Directions »
Please retype the entries that follow exactly as they are, leaving the images behind.

Data shown START

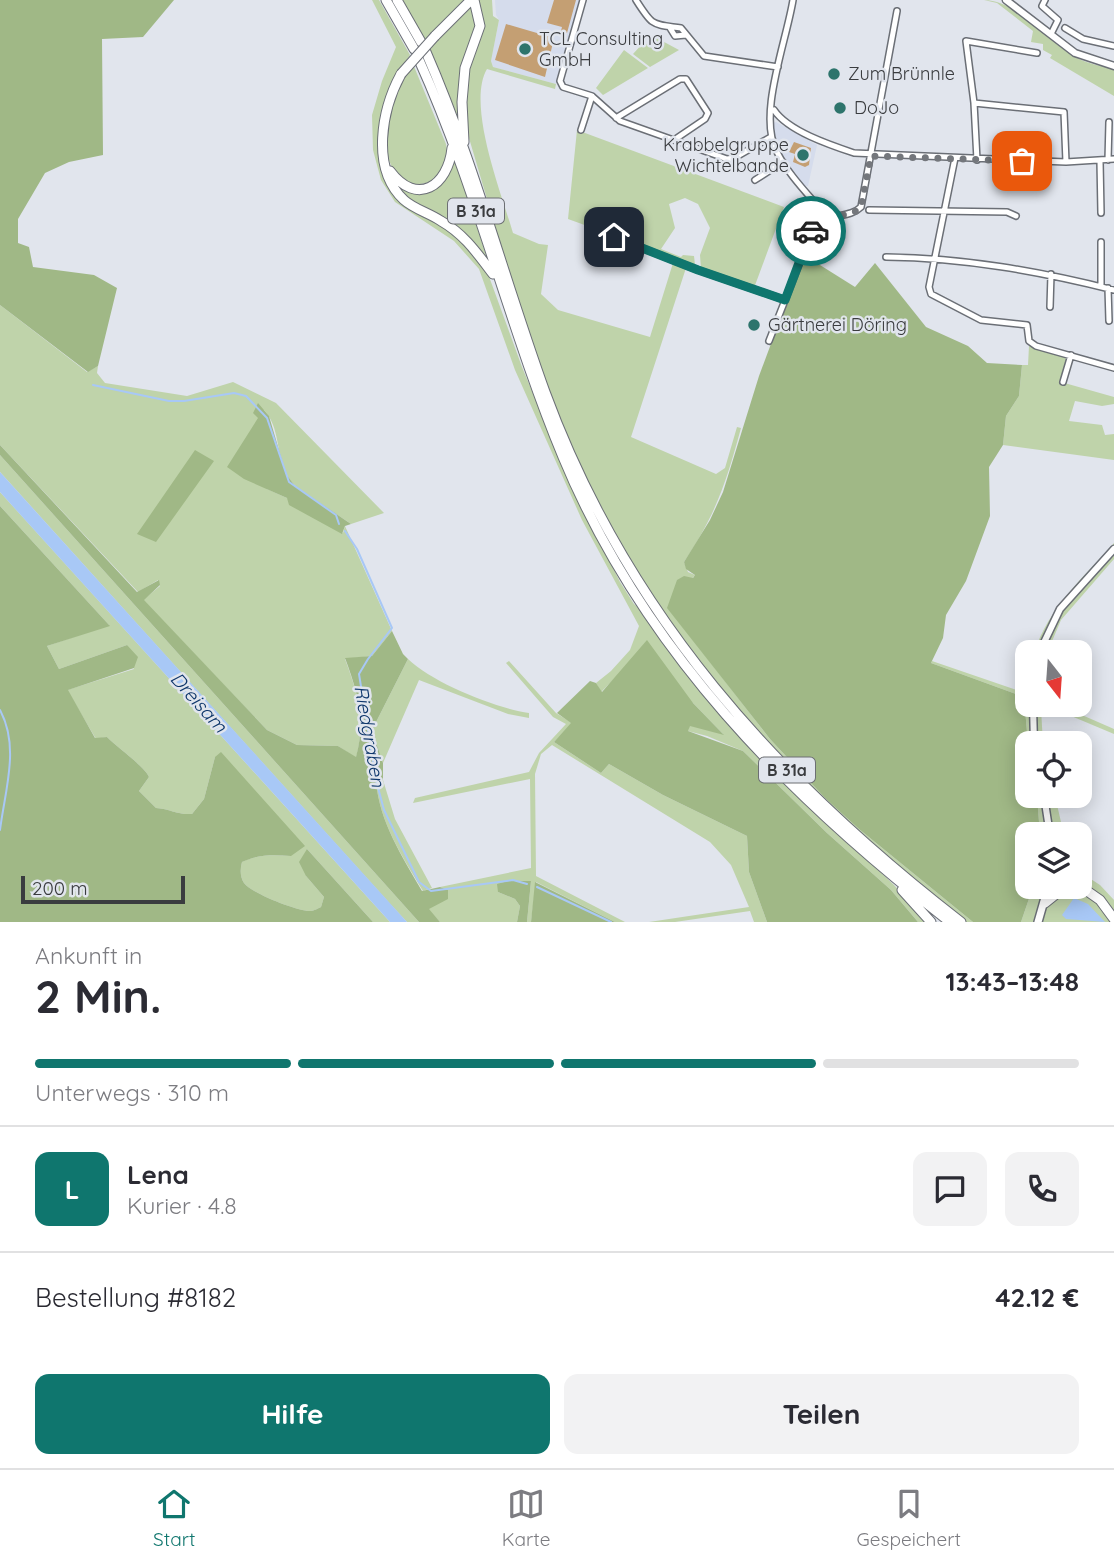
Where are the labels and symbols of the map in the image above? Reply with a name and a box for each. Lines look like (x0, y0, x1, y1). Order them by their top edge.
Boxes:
place label: TCL Consulting GmbH (539, 27, 663, 71)
marker: TCL Consulting GmbH (517, 41, 533, 57)
place label: Zum Brünnle (848, 62, 955, 85)
marker: Zum Brünnle (826, 66, 842, 82)
place label: DoJo (854, 96, 899, 119)
marker: DoJo (832, 100, 848, 116)
pin (992, 131, 1052, 191)
place label: Krabbelgruppe Wichtelbande (663, 133, 789, 177)
marker: Krabbelgruppe Wichtelbande (795, 147, 811, 163)
courier (776, 196, 846, 266)
road number: B 31a (448, 198, 504, 224)
pin (584, 207, 644, 267)
place label: Gärtnerei Döring (768, 313, 907, 336)
marker: Gärtnerei Döring (746, 317, 762, 333)
north arrow (1015, 640, 1092, 718)
water label: Dreisam (166, 667, 233, 738)
water label: Riedgraben (349, 683, 391, 790)
road number: B 31a (759, 758, 815, 782)
scale bar (21, 873, 186, 905)

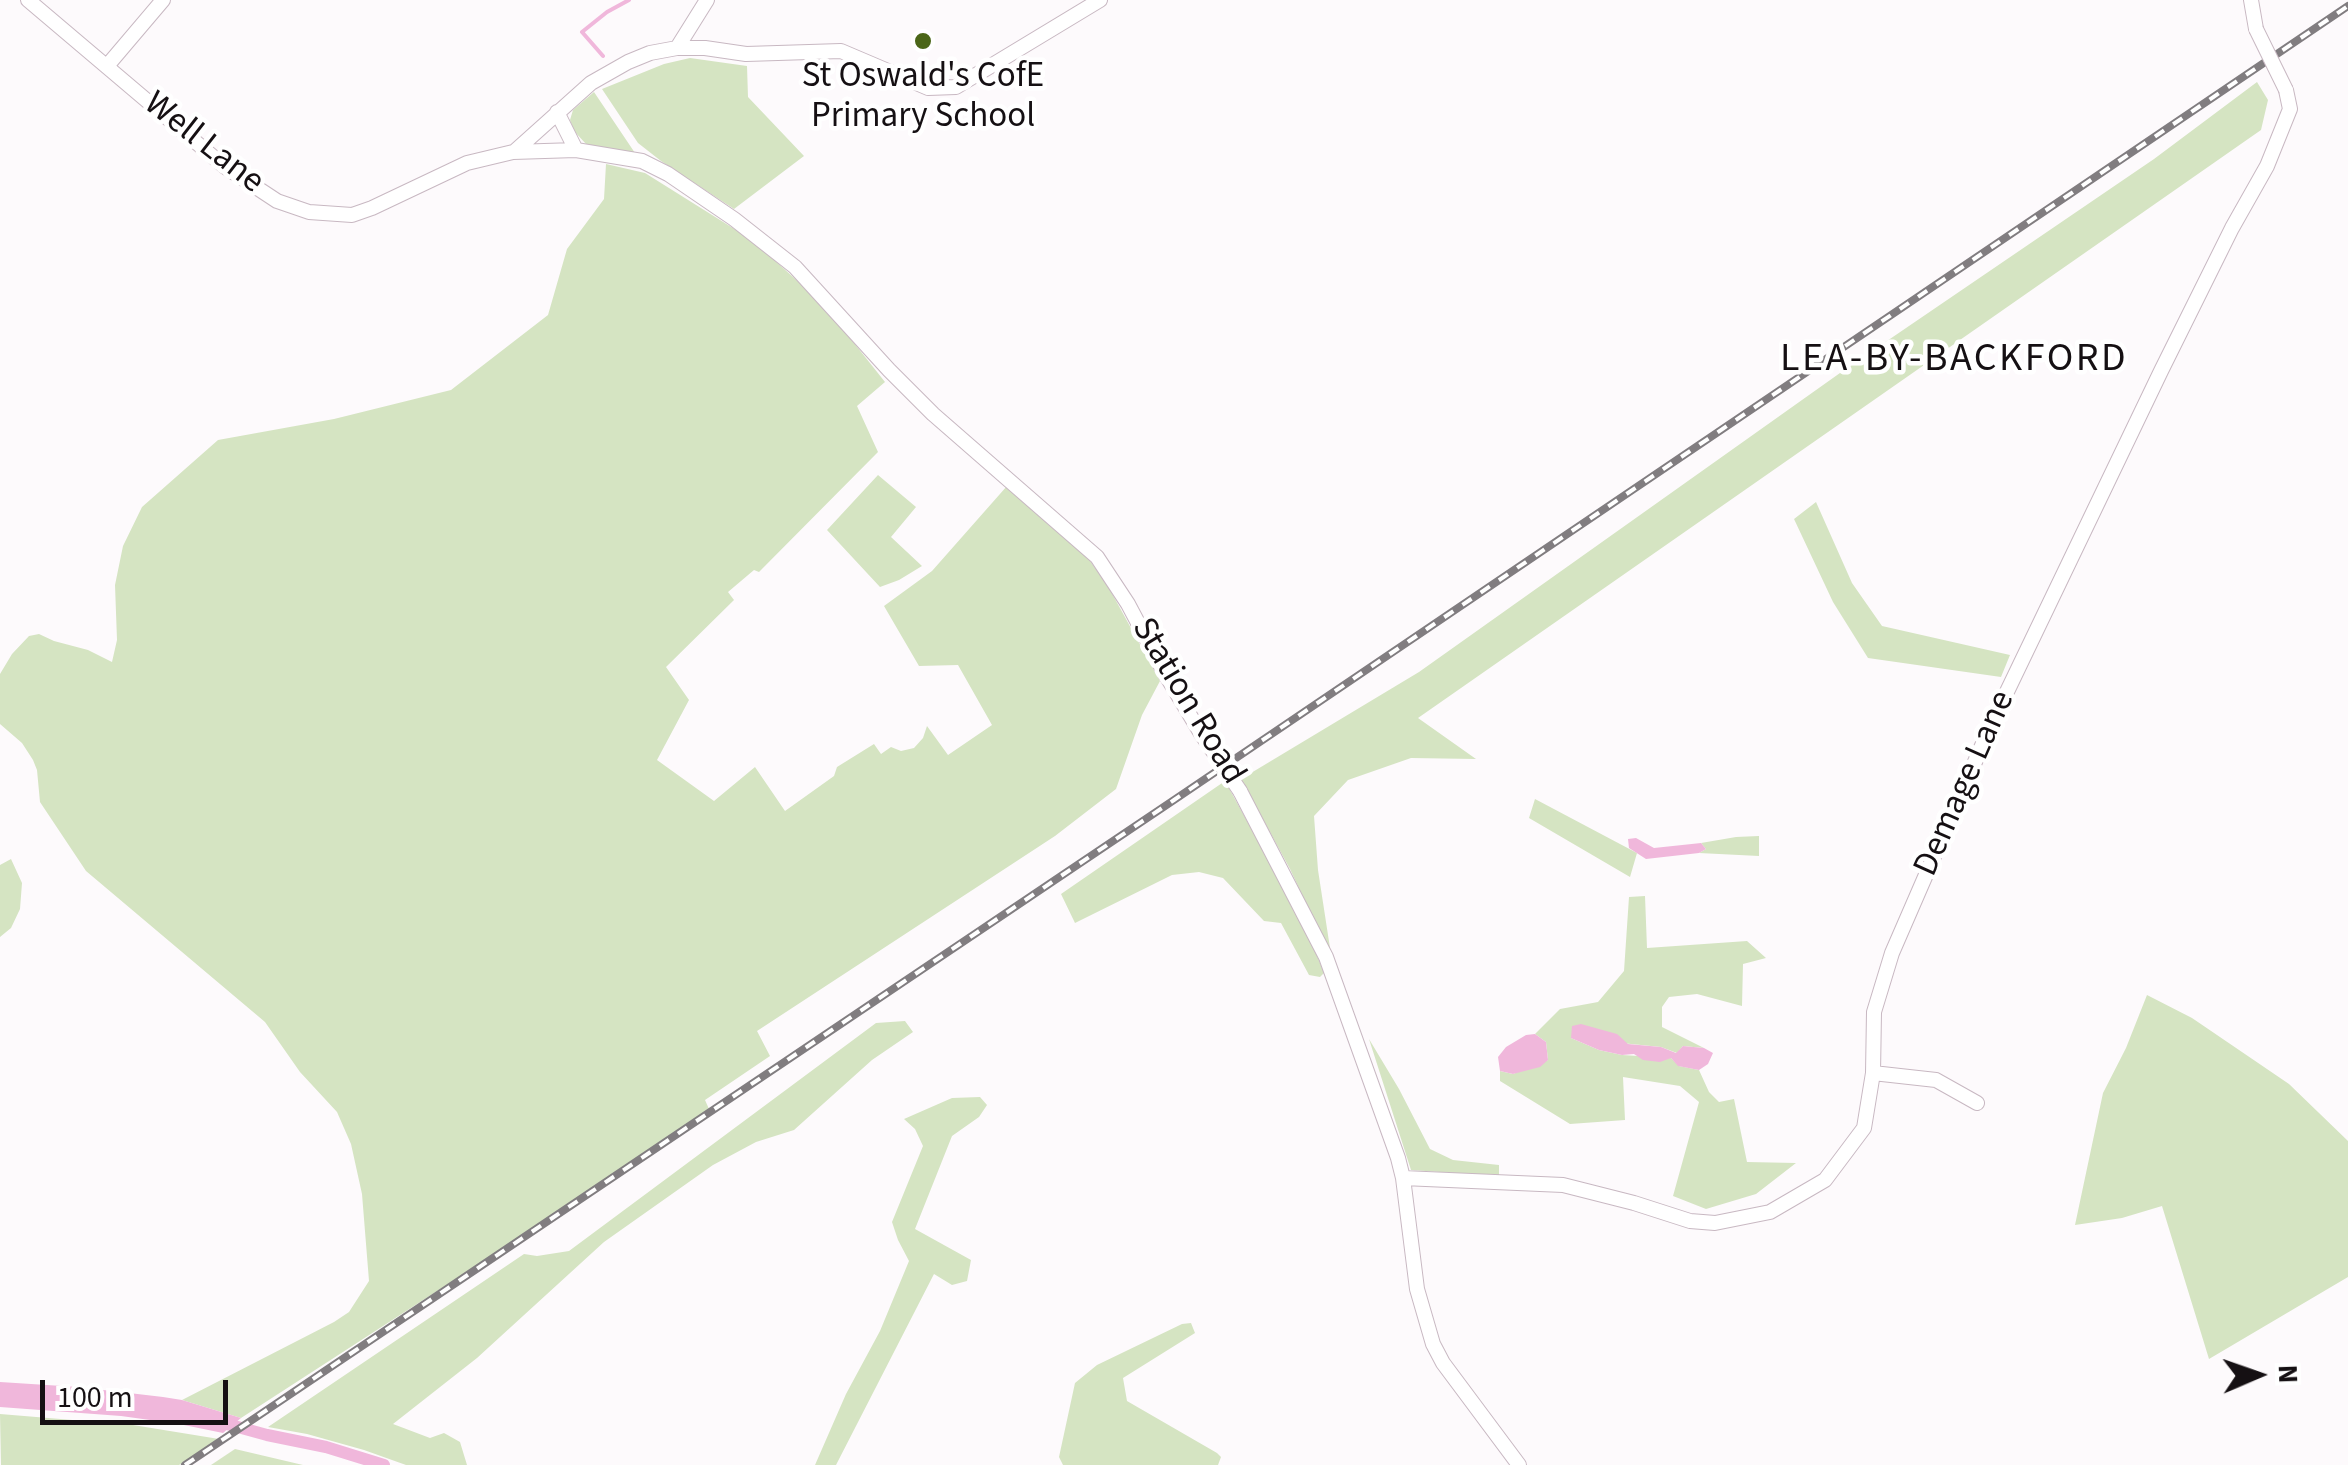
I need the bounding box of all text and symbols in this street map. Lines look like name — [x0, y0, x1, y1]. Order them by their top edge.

Data shown END

Answer to the exercise »
Where are the labels and symbols of the map in the image above? Reply with a name and a box for each. Lines look like (x0, y0, x1, y1). Order them by their top edge.
Boxes:
place label: TCL Consulting GmbH (539, 27, 663, 71)
marker: TCL Consulting GmbH (517, 41, 533, 57)
place label: Zum Brünnle (848, 62, 955, 85)
marker: Zum Brünnle (826, 66, 842, 82)
place label: DoJo (854, 96, 899, 119)
marker: DoJo (832, 100, 848, 116)
pin (992, 131, 1052, 191)
place label: Krabbelgruppe Wichtelbande (663, 133, 789, 177)
marker: Krabbelgruppe Wichtelbande (795, 147, 811, 163)
courier (776, 196, 846, 266)
road number: B 31a (448, 198, 504, 224)
pin (584, 207, 644, 267)
place label: Gärtnerei Döring (768, 313, 907, 336)
marker: Gärtnerei Döring (746, 317, 762, 333)
north arrow (1015, 640, 1092, 718)
water label: Dreisam (166, 667, 233, 738)
water label: Riedgraben (349, 683, 391, 790)
road number: B 31a (759, 758, 815, 782)
scale bar (21, 873, 186, 905)

I need the bounding box of all text and symbols in this street map. Lines look like name — [x0, y0, x1, y1]. Order them by their top edge.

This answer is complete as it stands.